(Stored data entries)
* * * * * * * * *

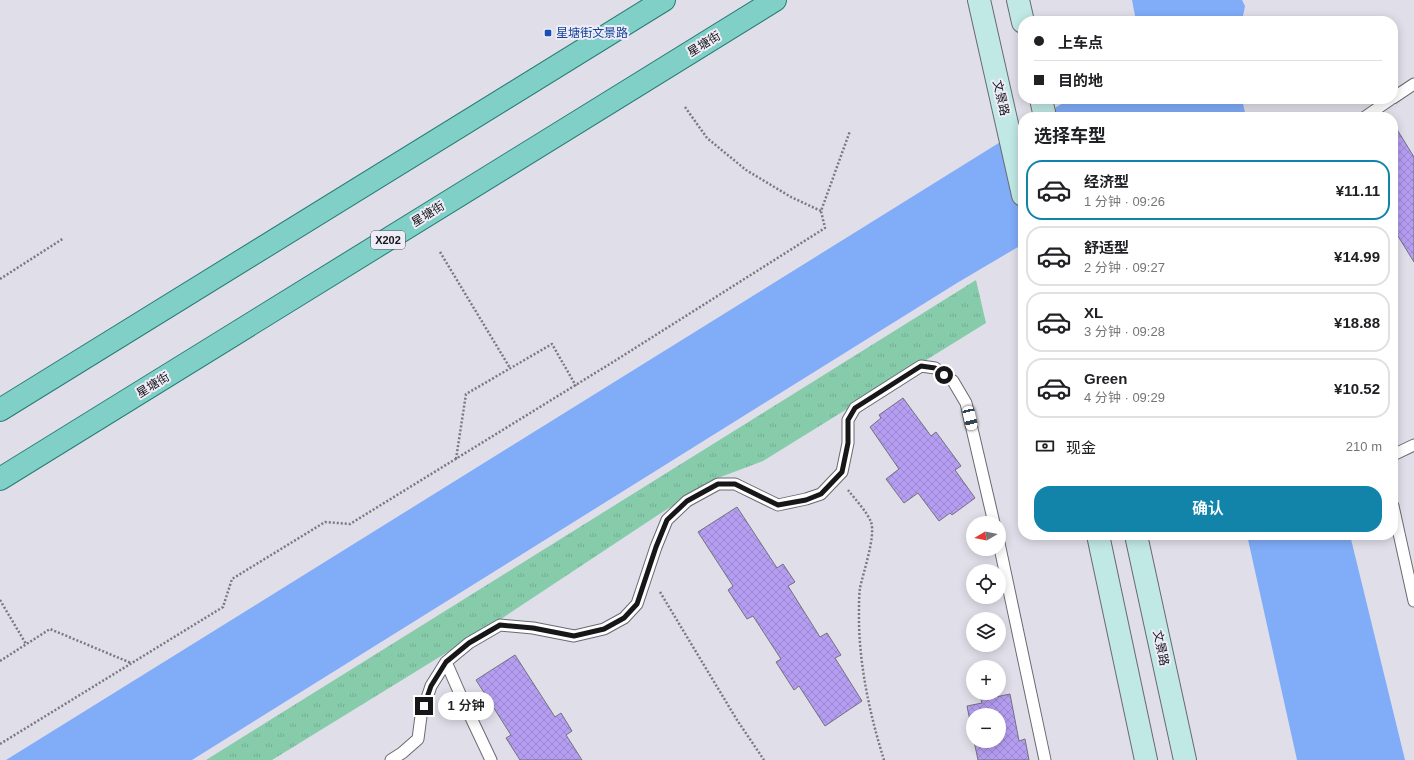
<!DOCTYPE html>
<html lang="zh">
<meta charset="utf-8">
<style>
:root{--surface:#fff;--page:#f2f2f2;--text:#202124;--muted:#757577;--line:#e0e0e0;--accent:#1284aa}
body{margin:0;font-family:Helvetica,"Noto Sans SC",sans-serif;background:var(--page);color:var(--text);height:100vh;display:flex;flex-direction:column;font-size:15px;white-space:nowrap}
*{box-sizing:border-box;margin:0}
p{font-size:13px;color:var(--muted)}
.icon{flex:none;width:22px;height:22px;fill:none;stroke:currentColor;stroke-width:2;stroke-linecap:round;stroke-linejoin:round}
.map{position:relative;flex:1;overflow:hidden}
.sheet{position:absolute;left:1018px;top:112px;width:380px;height:428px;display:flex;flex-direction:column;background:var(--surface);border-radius:16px;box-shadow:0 2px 10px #0003}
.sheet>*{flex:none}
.top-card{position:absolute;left:1018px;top:16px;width:380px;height:88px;border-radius:16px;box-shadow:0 2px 10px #0003;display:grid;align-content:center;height:88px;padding:0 16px;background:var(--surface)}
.needle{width:26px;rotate:260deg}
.controls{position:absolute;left:966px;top:516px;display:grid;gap:8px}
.controls a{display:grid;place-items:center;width:40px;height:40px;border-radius:50%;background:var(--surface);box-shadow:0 2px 10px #0003;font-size:20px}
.end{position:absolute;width:18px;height:18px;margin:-9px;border:5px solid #17171a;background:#fff;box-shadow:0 0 0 2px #fff}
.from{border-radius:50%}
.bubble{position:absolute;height:28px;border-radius:14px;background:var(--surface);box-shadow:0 2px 10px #0003;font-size:13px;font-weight:600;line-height:28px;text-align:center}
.car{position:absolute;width:12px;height:24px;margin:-12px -6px;border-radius:5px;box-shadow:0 0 3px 1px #0007;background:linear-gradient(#fff 24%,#345 0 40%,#fff 0 76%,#345 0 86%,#fff 0)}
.top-card b{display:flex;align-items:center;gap:14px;height:38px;font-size:15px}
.top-card b+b{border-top:1px solid var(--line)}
.top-card i{width:10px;height:10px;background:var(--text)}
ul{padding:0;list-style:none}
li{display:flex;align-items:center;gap:12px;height:60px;margin:0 8px 6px;padding:0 8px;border:2px solid var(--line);border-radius:16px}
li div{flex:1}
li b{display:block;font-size:15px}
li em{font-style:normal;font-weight:600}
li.selected{border-color:var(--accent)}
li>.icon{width:36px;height:36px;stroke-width:1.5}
h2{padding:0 16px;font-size:18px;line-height:48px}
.pay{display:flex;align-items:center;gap:10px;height:44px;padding:0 16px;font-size:15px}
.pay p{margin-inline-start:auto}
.cta{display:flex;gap:8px;margin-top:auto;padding:8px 16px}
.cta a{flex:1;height:46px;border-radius:16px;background:var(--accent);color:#fff;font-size:16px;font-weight:600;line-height:46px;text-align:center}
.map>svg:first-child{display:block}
.grass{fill:url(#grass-tufts)}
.water{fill:#80acf8}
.building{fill:url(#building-cross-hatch);stroke:#73717a}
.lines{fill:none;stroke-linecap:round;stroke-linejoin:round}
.lane-casing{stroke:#6a6972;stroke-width:13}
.secondary-casing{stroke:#6a6972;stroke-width:24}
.primary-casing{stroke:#257b74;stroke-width:24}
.path{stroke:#7a7980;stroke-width:2.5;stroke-dasharray:2 2;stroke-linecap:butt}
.lane{stroke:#fff;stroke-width:11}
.secondary{stroke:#c0e8e4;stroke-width:22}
.primary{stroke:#80d0c8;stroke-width:22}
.route{stroke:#17171a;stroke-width:5}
.transit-dot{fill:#1a4fb4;stroke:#edecf7;stroke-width:1.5}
.labels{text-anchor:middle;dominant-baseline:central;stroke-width:4;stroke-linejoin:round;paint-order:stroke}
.shield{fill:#edecf7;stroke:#57575c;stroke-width:1}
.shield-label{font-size:11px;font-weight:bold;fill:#17171a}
.transit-label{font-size:12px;fill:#164399;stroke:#edecf7;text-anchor:start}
.street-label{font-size:12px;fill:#17171a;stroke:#edecf7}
</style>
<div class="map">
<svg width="1414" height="760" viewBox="0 0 1414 760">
<defs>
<pattern id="grass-tufts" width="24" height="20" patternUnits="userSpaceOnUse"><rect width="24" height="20" fill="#86cbaa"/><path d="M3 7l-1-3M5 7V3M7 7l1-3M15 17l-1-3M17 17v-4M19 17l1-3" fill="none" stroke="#73ae92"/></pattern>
<pattern id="building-cross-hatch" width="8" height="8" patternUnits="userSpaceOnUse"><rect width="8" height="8" fill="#b59ef2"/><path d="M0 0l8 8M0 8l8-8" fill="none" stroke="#9b87cf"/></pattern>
</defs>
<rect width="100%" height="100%" fill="#e0dfe9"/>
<!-- grass -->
<path class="grass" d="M 976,280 L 986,323 L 763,461 L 718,478 L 661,513 L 498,621 L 272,760 L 206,760 Z"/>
<!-- water -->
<path class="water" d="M 1132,0 L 1242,0 L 1245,6 L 1242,21 L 1136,21 Z
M 1069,99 L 1242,99 L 1246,117 L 1041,117 Z
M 1023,128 L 1023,244 L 957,283 L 192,760 L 6,760 Z
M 1247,535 L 1350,535 L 1405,760 L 1297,760 Z"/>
<!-- building -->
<path class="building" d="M 1393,123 L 1414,157 L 1414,262 L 1393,228 Z
M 903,398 L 931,436 L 936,432 L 961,466 L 955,470 L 975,498 L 952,515 L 950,513 L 939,521 L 918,493 L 904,503 L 886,479 L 899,469 L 870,427 L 881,418 L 879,415 Z
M 737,507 L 777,568 L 783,564 L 795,582 L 788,586 L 820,637 L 827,633 L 841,655 L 835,658 L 862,701 L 825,726 L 799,686 L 794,690 L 776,662 L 781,659 L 753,616 L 747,619 L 728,590 L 733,586 L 698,532 Z
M 515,655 L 555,717 L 561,713 L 572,731 L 566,735 L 582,760 L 520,760 L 506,738 L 511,735 L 476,680 Z
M 1010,694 L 1019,741 L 1025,739 L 1029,760 L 978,760 L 974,741 L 999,741 L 999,715 L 973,715 L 973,736 L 967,706 L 982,703 L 981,700 Z"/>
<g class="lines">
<defs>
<path id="lane" d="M 1393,98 L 1414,84
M 1365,117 L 1391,99
M 1393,455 L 1414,445
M 1393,506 L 1414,601
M 999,543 L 1045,760
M 446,662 L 464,703 L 491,760
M 391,760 L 402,753 L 418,739 L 421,716 L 431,686 L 446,662 L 469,643 L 500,625 L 533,628 L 574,636 L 604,629 L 624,618 L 637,604 L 656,547 L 667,520 L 687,501 L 718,484 L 735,484 L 778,505 L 806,499 L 821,494 L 842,472 L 848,443 L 848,420 L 855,408 L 921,366 L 935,368 L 953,381 L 966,403 L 994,523"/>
<path id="secondary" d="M 979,0 L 1023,195
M 1018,0 L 1023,22
M 1041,99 L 1045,117
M 1098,535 L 1146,760
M 1136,535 L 1185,760"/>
<path id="primary" d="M 0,410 L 664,0
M 0,479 L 775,0"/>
</defs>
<!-- lane casing -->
<use href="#lane" class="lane-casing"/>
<!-- secondary casing -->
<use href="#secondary" class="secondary-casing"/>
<!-- primary casing -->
<use href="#primary" class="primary-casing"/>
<!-- path -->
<path class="path" d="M 685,107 L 707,138 L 746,170 L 791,197 L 821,211
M 440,252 L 510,368
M 0,279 L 64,238
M 456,459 L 466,394 L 552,344 L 576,386
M 848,490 C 855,499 867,512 871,522 C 876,536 863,573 860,588 C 859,595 859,603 859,610 C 858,660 869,712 884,760
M 660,592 L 737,720 L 764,760
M 0,600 L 26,644
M 0,661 L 50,629 L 131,663
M 0,744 L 223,607 L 232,579 L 325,522 L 350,524 L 613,362 L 825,228 L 821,211 L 850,131"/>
<!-- lane -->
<use href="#lane" class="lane"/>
<!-- secondary -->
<use href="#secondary" class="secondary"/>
<!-- primary -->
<use href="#primary" class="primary"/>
</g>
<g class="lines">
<!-- route -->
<path class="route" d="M 424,706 L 431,686 L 446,662 L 469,643 L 500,625 L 533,628 L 574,636 L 604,629 L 624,618 L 637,604 L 656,547 L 667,520 L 687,501 L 718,484 L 735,484 L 778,505 L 806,500 L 821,494 L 842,472 L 848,443 L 848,420 L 855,408 L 921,366 L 935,368 L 944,375"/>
</g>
<!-- markers -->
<rect class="transit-dot" x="544" y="29" width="8" height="8" rx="2"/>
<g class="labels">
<!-- shield labels -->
<rect class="shield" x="371" y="231" width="34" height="18" rx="3"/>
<g class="shield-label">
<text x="388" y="240">X202</text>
</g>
<!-- transit labels -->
<g class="transit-label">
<text x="556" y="33">星塘街文景路</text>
</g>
<!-- street labels -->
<g class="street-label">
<text transform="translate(704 44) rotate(-32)">星塘街</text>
<text transform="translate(1001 98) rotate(77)">文景路</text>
<text transform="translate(428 214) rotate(-32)">星塘街</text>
<text transform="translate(153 385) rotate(-32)">星塘街</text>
<text transform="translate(1161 648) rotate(78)">文景路</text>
</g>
</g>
</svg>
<div class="controls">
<a><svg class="needle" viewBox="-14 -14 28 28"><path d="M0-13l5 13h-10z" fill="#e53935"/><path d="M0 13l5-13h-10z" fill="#757577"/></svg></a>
<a><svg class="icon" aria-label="locate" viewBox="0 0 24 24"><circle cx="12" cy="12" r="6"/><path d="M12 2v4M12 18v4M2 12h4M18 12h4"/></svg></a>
<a><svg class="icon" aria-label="layers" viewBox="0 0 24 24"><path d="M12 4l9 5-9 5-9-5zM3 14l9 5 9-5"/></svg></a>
<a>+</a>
<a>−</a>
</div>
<i class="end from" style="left:944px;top:375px"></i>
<i class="end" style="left:424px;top:706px"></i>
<div class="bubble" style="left:438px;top:692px;width:56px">1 分钟</div>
<i class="car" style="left:970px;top:418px;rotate:167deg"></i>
<div class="top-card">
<b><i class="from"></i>上车点</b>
<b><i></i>目的地</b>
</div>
<section class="sheet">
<h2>选择车型</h2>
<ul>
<li class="selected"><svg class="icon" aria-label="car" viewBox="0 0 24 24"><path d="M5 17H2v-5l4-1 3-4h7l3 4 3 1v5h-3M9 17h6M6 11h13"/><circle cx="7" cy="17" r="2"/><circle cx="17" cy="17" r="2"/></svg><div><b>经济型</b><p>1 分钟 · 09:26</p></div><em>¥11.11</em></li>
<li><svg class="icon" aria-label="car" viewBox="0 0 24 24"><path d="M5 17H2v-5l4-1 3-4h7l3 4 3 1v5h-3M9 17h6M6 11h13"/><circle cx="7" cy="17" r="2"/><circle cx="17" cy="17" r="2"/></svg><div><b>舒适型</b><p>2 分钟 · 09:27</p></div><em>¥14.99</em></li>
<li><svg class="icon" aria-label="car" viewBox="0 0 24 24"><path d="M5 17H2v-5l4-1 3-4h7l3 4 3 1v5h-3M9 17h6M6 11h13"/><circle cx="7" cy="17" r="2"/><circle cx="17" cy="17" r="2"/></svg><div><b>XL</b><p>3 分钟 · 09:28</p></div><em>¥18.88</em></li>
<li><svg class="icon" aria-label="car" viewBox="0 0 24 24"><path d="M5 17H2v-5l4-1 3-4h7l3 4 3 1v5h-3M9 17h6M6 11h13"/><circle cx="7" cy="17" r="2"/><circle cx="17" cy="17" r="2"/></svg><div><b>Green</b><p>4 分钟 · 09:29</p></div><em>¥10.52</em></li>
</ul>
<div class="pay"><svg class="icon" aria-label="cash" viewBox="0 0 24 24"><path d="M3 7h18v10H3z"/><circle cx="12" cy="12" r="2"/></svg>现金<p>210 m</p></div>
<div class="cta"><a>确认</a></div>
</section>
</div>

* * * * * * * * *

**Assignment**. Wherever a line in the data above holds the word "direction", copy that line.

**Task output**.
body{margin:0;font-family:Helvetica,"Noto Sans SC",sans-serif;background:var(--page);color:var(--text);height:100vh;display:flex;flex-direction:column;font-size:15px;white-space:nowrap}
.sheet{position:absolute;left:1018px;top:112px;width:380px;height:428px;display:flex;flex-direction:column;background:var(--surface);border-radius:16px;box-shadow:0 2px 10px #0003}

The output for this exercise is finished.